Data records:
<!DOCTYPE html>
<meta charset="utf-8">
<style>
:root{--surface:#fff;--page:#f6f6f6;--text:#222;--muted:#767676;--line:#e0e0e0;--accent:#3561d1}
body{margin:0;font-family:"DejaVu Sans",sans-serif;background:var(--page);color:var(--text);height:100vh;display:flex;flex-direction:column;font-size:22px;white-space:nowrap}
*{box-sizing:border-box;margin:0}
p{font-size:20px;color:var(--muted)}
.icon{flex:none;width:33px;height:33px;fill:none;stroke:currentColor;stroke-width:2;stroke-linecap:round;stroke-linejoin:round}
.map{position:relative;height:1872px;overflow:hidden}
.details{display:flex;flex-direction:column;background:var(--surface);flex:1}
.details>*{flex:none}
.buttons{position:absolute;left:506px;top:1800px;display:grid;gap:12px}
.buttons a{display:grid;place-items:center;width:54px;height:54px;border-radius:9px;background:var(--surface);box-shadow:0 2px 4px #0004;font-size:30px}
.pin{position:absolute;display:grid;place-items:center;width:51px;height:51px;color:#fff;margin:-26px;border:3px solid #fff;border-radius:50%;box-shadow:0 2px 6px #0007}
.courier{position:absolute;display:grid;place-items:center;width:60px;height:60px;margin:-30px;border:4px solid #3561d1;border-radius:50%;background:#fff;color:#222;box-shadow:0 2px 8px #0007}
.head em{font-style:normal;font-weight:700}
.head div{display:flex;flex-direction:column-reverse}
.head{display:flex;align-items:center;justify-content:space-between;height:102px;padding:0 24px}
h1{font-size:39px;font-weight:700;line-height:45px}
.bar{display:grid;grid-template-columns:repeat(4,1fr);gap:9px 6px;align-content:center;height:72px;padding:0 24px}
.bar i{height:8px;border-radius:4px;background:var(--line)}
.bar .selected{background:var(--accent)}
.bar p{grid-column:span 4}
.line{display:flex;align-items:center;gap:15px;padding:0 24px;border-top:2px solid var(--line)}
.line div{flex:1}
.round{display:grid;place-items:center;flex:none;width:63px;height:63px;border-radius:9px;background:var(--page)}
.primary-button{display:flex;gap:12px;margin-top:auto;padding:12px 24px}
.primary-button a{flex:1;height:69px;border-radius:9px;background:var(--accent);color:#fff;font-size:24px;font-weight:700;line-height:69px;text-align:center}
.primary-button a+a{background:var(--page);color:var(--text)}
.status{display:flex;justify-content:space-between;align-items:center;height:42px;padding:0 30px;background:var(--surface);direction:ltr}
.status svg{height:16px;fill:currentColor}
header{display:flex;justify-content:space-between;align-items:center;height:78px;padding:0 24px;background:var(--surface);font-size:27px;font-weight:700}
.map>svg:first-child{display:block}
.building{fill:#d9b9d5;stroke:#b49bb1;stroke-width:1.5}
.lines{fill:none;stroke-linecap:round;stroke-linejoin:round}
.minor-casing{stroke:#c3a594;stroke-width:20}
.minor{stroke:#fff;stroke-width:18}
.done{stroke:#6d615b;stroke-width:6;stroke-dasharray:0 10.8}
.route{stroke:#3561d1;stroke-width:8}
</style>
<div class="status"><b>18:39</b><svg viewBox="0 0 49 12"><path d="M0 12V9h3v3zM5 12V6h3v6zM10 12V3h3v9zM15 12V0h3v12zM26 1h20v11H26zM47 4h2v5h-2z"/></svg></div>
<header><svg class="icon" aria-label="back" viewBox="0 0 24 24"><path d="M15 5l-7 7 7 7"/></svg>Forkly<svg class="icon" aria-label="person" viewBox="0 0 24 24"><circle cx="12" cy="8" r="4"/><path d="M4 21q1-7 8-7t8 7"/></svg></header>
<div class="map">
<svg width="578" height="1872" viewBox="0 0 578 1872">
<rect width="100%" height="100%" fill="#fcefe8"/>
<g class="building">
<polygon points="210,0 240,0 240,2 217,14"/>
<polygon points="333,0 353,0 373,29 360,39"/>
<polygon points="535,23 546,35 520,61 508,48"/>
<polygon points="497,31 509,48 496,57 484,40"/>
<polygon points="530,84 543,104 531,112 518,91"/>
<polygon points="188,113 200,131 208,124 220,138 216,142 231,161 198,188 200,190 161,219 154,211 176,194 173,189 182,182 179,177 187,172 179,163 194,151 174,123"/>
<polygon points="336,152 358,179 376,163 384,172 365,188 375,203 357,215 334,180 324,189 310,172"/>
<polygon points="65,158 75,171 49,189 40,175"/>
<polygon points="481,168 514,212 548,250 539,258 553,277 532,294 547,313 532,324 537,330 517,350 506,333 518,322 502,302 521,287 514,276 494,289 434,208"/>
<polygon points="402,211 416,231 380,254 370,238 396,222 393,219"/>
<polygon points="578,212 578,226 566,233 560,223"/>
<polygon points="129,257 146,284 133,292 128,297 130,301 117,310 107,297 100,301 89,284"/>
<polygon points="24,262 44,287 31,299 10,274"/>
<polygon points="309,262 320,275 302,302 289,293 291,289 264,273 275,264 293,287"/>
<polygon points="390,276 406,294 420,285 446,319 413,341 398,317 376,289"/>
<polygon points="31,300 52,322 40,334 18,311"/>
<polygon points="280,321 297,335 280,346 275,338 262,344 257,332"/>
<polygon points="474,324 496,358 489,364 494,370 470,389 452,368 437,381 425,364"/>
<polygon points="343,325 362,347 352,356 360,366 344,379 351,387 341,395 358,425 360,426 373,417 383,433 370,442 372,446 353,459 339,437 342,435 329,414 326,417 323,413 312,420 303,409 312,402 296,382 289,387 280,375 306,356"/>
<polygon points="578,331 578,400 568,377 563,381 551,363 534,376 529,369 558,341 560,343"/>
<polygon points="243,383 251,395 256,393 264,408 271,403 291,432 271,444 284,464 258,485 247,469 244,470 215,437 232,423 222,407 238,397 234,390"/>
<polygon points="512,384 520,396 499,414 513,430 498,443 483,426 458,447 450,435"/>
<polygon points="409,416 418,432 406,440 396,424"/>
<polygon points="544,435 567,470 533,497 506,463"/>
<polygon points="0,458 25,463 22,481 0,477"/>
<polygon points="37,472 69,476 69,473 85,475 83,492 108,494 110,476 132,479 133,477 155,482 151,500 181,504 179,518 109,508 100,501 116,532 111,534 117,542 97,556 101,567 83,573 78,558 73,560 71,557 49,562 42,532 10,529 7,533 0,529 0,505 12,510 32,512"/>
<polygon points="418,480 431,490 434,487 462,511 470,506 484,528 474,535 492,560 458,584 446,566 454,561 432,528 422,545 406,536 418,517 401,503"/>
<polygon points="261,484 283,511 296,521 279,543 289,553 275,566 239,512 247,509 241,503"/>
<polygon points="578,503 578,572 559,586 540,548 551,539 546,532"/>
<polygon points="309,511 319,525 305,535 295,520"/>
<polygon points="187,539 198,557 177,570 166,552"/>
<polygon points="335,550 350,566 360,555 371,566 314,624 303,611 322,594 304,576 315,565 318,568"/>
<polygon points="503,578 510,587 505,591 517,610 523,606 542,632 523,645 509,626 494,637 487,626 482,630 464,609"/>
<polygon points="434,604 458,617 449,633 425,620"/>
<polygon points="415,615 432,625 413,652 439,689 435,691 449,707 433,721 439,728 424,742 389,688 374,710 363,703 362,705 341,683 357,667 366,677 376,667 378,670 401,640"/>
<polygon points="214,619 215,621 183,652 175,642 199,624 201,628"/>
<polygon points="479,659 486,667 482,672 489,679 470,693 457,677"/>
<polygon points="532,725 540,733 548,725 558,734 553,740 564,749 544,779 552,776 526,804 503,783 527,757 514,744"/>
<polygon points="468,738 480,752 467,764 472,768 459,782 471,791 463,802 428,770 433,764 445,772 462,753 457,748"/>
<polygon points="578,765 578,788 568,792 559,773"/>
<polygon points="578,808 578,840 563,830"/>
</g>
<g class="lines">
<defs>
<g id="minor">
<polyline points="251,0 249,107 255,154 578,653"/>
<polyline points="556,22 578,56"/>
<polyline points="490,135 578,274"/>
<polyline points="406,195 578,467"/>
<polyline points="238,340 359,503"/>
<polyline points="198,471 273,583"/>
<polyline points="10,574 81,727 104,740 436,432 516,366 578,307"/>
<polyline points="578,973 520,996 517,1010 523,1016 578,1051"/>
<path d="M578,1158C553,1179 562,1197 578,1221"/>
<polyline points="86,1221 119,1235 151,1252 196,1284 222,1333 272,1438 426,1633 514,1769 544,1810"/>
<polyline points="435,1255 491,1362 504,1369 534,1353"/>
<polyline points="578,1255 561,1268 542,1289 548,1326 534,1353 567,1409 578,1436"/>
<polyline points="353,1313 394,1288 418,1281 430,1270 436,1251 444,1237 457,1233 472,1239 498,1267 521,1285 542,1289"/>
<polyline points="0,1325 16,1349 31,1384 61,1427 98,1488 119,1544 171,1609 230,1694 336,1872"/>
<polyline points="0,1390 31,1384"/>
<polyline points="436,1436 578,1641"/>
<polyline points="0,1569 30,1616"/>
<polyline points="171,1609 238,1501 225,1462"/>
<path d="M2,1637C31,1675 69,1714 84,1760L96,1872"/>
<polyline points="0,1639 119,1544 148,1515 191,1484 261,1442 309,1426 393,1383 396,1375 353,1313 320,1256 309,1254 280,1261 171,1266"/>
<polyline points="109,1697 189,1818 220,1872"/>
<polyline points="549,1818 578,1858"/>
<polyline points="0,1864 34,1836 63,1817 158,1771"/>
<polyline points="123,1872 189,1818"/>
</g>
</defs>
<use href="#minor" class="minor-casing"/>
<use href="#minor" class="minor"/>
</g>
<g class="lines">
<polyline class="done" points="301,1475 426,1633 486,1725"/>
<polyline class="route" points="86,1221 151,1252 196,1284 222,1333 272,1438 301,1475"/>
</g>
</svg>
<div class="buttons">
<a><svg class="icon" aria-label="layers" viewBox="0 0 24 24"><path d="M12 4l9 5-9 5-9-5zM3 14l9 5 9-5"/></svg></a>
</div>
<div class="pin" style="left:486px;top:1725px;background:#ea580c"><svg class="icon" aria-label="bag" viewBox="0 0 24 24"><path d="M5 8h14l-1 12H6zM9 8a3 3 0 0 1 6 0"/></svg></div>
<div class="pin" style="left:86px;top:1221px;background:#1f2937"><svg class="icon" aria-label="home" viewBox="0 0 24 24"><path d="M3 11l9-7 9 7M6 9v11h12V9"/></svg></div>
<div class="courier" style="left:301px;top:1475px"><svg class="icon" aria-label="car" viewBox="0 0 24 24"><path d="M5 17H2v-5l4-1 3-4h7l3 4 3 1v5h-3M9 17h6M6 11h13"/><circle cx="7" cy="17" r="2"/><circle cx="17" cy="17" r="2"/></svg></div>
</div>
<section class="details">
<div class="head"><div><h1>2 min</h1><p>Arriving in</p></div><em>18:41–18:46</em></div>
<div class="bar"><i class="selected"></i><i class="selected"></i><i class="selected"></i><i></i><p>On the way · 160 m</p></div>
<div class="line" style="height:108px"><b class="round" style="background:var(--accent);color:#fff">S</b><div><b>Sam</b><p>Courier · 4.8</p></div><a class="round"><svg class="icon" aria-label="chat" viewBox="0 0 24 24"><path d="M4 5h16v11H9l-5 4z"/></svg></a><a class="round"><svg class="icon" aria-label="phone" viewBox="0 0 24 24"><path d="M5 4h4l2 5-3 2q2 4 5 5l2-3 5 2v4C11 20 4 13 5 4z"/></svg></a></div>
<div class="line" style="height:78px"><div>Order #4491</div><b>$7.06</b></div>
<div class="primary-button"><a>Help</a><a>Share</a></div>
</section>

--

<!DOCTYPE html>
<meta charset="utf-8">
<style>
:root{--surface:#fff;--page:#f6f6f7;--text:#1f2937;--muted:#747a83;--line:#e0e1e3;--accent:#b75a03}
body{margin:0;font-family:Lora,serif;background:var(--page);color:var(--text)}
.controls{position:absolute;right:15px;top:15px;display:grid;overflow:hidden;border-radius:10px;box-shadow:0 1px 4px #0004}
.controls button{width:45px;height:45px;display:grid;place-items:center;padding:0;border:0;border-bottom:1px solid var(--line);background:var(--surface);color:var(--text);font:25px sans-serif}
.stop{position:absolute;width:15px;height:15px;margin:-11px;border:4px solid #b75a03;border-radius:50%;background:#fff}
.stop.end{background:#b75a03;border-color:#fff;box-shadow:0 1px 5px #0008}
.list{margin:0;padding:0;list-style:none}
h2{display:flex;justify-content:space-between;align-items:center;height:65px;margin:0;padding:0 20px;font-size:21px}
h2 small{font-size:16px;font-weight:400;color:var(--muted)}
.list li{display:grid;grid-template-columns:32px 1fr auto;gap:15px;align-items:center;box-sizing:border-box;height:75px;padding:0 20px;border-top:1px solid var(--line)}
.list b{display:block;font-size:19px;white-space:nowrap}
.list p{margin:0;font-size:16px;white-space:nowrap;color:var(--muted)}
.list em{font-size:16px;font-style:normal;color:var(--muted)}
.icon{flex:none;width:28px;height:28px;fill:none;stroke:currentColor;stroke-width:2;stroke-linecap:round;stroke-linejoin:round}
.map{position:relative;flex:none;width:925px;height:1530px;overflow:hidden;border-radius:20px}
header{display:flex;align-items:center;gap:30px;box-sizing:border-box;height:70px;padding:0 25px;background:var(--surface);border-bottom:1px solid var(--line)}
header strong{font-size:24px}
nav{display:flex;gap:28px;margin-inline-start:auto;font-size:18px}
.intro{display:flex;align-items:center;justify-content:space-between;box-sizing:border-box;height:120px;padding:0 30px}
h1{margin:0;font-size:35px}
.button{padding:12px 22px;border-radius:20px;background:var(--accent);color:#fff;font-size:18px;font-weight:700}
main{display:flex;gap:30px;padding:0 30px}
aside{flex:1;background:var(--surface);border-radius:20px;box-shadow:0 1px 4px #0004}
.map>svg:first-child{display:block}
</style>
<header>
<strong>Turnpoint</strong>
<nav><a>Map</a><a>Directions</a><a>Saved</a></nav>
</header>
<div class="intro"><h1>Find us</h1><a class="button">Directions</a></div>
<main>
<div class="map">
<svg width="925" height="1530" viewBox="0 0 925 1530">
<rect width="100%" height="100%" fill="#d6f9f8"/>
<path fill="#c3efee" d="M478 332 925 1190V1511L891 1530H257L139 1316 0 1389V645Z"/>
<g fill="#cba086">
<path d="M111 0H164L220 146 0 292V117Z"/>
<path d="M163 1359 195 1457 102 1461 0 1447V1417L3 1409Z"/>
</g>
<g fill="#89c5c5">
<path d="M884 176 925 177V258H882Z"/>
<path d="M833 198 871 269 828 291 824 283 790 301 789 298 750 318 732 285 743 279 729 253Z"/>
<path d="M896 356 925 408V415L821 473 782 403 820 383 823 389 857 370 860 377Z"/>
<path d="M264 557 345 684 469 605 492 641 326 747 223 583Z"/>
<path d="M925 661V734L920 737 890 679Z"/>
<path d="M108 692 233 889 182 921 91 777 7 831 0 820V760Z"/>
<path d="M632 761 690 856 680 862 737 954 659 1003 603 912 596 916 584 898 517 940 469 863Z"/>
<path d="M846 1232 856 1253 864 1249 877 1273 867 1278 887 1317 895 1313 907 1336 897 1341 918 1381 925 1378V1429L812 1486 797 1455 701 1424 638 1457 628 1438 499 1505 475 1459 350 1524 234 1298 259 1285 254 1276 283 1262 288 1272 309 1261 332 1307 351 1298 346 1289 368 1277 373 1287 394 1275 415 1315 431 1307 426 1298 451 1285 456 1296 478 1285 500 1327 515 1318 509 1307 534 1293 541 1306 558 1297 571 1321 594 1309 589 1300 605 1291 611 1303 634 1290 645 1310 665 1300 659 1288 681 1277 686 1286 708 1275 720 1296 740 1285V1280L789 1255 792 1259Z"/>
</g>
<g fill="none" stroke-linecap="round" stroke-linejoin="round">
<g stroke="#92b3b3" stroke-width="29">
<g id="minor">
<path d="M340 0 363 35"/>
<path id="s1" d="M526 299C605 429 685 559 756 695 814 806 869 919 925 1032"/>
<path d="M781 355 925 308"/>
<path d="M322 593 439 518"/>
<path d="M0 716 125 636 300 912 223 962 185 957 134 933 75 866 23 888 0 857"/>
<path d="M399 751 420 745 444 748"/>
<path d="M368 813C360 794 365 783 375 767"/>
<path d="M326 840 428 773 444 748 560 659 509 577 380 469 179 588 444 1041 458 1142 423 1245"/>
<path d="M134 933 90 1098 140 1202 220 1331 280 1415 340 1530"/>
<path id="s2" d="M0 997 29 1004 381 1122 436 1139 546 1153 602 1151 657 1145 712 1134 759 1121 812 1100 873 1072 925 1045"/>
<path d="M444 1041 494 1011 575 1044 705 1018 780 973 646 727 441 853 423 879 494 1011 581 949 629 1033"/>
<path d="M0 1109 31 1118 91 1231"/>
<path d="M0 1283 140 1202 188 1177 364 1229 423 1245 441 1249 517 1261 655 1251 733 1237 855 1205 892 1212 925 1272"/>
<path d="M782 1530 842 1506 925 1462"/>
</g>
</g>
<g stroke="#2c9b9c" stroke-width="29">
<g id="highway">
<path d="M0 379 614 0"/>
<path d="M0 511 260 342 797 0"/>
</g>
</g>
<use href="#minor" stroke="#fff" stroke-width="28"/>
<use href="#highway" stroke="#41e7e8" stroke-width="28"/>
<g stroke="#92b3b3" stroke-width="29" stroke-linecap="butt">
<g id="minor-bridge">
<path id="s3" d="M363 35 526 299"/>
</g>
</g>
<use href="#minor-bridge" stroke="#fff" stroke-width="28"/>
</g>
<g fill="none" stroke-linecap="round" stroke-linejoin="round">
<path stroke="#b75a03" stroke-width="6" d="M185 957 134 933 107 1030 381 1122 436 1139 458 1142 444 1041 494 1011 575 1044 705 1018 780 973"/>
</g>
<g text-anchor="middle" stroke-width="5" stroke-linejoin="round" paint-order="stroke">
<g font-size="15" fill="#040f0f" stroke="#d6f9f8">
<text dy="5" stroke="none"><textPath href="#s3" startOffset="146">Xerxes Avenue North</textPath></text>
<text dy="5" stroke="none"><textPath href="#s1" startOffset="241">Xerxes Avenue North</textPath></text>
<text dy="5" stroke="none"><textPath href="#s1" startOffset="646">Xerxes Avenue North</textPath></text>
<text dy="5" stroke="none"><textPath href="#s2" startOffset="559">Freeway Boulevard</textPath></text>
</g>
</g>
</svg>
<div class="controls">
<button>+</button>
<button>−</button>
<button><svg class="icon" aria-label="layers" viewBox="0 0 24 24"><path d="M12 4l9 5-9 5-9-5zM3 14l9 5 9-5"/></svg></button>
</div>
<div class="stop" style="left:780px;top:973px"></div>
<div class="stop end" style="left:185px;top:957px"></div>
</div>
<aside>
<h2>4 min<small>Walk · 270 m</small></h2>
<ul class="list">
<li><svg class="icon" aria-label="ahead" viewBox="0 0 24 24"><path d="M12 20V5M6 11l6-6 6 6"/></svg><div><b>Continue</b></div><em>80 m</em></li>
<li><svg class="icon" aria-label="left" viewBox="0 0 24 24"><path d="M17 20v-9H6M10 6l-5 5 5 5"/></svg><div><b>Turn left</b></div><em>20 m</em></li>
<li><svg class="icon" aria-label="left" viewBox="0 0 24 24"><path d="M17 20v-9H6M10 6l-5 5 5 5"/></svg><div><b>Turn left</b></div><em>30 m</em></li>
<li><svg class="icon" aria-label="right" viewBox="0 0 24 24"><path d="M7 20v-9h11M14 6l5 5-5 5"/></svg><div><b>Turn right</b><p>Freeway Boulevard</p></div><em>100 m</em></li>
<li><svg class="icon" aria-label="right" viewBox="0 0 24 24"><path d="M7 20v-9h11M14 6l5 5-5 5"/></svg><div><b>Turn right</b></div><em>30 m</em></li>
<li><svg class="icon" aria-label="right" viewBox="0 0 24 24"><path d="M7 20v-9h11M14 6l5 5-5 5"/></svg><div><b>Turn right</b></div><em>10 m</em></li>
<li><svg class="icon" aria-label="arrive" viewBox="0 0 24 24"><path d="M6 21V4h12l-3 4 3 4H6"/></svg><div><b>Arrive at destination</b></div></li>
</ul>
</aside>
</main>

AIM OF THE TASK: Only the lines containing the string "nowrap" are needed; pull them out of the records.

YOUR SOLUTION:
body{margin:0;font-family:"DejaVu Sans",sans-serif;background:var(--page);color:var(--text);height:100vh;display:flex;flex-direction:column;font-size:22px;white-space:nowrap}
.list b{display:block;font-size:19px;white-space:nowrap}
.list p{margin:0;font-size:16px;white-space:nowrap;color:var(--muted)}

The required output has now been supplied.